Another attempt at refinancing falls flat
August 28, 2015
Our interest rate on the mortgage sucks at 4.8%. Because our HOA is engaged in some legal shenanigans and no lender will refinance a property with the exact scenario we’ve got, we weren’t able to refinance when rates bottomed out. My penny-pinching heart bleeds. Yet another reason to thank the HOA. I gave it another go when I found SoFi, a new lender that started out in student loans and recently branched out into mortgages.
I’d forgotten what our break-even number was, so I went searching for a new calculation at the same time. I’ve banked with Citibank for ages so had a look at their rates while I cleared out a checking account. They offered an overly simplistic way of calculating break-even: The typical formula for calculating your break-even point is to divide your refinance closing costs by the amount you’ll save each month with your lower mortgage payment.
For example, if your refinance costs total $5,000 and refinancing will save you $200 a month, it will take you 25 months to break even. If you don’t plan on staying in your house for that long, refinancing might not make most sense in the long run.

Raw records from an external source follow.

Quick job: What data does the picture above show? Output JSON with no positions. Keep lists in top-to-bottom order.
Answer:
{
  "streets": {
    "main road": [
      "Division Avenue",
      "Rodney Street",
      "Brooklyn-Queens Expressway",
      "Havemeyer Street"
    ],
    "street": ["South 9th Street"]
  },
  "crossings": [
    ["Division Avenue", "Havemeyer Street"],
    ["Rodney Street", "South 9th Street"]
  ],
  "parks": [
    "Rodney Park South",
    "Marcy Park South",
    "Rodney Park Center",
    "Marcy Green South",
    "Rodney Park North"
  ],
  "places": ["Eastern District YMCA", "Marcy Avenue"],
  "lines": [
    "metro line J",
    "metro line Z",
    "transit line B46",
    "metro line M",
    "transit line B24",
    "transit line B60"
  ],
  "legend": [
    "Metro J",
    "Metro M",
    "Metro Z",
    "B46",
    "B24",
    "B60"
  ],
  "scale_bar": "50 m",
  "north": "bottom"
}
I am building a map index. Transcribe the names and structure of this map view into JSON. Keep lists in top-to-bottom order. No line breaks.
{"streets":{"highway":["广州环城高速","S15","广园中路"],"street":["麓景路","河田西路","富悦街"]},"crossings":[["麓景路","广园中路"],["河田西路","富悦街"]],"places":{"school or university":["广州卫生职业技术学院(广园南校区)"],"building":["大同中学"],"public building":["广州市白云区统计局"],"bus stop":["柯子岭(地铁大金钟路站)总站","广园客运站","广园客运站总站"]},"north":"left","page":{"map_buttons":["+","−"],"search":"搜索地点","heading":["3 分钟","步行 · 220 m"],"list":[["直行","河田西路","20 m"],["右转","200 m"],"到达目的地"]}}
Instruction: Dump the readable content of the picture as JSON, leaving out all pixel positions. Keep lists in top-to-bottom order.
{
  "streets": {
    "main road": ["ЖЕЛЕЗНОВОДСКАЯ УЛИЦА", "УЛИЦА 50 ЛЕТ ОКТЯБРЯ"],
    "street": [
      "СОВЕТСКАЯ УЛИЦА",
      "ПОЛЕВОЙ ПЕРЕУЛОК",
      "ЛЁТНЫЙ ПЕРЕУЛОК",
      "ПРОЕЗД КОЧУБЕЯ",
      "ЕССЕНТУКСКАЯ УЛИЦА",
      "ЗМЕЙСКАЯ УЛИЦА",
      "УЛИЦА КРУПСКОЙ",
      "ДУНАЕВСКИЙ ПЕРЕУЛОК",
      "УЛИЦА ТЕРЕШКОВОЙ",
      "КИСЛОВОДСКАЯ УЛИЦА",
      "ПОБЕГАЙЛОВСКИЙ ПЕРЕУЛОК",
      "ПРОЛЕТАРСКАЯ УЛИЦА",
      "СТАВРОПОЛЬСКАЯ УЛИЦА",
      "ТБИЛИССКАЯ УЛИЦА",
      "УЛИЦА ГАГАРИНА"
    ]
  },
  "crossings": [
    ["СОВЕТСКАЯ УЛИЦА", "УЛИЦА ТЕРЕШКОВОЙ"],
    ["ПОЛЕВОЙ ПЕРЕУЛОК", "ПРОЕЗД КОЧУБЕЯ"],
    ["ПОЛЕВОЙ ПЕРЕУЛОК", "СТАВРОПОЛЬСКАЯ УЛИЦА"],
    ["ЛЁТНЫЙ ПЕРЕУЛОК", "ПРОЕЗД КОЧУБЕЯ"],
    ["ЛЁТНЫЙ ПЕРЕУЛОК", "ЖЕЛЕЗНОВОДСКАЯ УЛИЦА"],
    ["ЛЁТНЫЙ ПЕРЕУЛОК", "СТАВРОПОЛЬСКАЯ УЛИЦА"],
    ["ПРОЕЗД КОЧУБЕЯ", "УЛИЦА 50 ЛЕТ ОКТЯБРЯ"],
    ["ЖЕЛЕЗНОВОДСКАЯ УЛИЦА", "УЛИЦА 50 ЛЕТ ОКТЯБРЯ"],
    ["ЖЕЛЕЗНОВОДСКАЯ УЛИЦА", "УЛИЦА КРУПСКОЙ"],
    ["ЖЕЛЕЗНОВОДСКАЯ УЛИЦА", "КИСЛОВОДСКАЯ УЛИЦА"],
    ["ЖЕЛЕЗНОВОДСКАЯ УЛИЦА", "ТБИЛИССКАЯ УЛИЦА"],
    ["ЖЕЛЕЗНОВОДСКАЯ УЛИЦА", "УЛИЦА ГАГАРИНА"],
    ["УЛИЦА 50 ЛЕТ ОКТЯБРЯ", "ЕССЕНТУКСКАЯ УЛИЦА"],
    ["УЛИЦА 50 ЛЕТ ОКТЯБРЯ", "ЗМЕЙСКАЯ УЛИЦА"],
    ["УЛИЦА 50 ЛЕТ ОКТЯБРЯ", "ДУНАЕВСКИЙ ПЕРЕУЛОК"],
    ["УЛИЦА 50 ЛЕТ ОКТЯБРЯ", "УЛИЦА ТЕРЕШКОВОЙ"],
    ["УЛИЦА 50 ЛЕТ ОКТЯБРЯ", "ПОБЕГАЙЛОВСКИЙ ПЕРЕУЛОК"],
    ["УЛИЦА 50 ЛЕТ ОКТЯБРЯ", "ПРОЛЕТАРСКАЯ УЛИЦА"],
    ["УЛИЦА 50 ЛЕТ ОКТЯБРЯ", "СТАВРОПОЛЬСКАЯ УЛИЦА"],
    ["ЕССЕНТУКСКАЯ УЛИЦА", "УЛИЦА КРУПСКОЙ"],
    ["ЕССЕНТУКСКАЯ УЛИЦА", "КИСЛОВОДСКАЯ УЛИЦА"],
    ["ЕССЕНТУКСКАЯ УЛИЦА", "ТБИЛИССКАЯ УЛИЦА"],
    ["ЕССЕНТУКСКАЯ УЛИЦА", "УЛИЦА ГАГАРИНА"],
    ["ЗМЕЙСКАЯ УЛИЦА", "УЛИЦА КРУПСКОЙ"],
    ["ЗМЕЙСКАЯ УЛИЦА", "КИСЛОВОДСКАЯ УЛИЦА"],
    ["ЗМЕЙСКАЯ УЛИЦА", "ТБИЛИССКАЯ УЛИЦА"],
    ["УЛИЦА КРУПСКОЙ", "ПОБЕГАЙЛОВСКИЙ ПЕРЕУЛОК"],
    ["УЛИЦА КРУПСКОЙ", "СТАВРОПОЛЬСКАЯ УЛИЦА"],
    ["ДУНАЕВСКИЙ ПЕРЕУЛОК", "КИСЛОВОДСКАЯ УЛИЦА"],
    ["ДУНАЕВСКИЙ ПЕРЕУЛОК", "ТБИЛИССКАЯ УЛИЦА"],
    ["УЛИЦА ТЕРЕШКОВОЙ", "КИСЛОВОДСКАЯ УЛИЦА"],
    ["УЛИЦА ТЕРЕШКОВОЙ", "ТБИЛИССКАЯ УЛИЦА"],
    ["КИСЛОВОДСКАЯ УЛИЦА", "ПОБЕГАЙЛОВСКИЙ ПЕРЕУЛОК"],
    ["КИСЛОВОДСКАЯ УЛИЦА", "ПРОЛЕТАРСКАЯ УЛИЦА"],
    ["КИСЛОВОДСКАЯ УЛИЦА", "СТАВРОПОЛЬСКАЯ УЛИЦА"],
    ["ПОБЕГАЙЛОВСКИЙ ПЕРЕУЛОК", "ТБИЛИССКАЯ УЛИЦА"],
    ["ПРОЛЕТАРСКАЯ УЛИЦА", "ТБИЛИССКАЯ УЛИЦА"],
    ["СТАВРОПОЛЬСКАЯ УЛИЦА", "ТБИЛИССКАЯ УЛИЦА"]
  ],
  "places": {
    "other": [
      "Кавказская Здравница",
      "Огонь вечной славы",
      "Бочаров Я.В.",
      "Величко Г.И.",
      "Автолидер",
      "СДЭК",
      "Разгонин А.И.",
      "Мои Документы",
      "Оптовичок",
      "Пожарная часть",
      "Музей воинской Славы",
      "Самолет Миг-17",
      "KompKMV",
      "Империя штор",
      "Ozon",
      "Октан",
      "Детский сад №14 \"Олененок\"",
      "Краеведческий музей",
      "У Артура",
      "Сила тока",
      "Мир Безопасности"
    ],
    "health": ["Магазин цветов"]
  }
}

That’s shortsighted. Looking at the monthly “savings” misses the point which isn’t just to save a bit per month, it’s to save vast amounts over the life of the loan. And it ignores the fact that in some cases, you can choose to change the life span of the new loan to a shorter one (and probably should) which may cost as much or even more than you’re paying monthly.
That’s the case for us: I’m not going to refinance a 30-year mortgage for a new 30-year mortgage – that’s just going to add to the total interest we’d pay over the life of the loan. I’m looking for a 15 or 20 year fixed rate.
My application was quickly pre-approved but we only got as far as a rate estimate and then stalled. It was looking really good: 2.8% fixed for 15 years.
The break-even calculator cautioned me:
Change in monthly mortgage payment: Additional $29 per month
Um, really? We would happily pay an extra $29 per month to save THIS MUCH over the life of the loan. HAPPILY.
The estimated closing costs, right before I provided documentation, stopped me short though: $10,000. Excuse me?? I shot off an email to them. After several go-arounds, that was revised downward drastically to “only” $3500 give or take, but underwriting said they wouldn’t (sigh) touch our loan for the same reason all the traditional banks wouldn’t.
Drat and blast.
I hadn’t quite started up mentally investing that extra $10,000 a year for the next 15 years that wouldn’t ultimately end up in the bank’s coffers by way of interest but I’d already gotten attached. Can you blame me?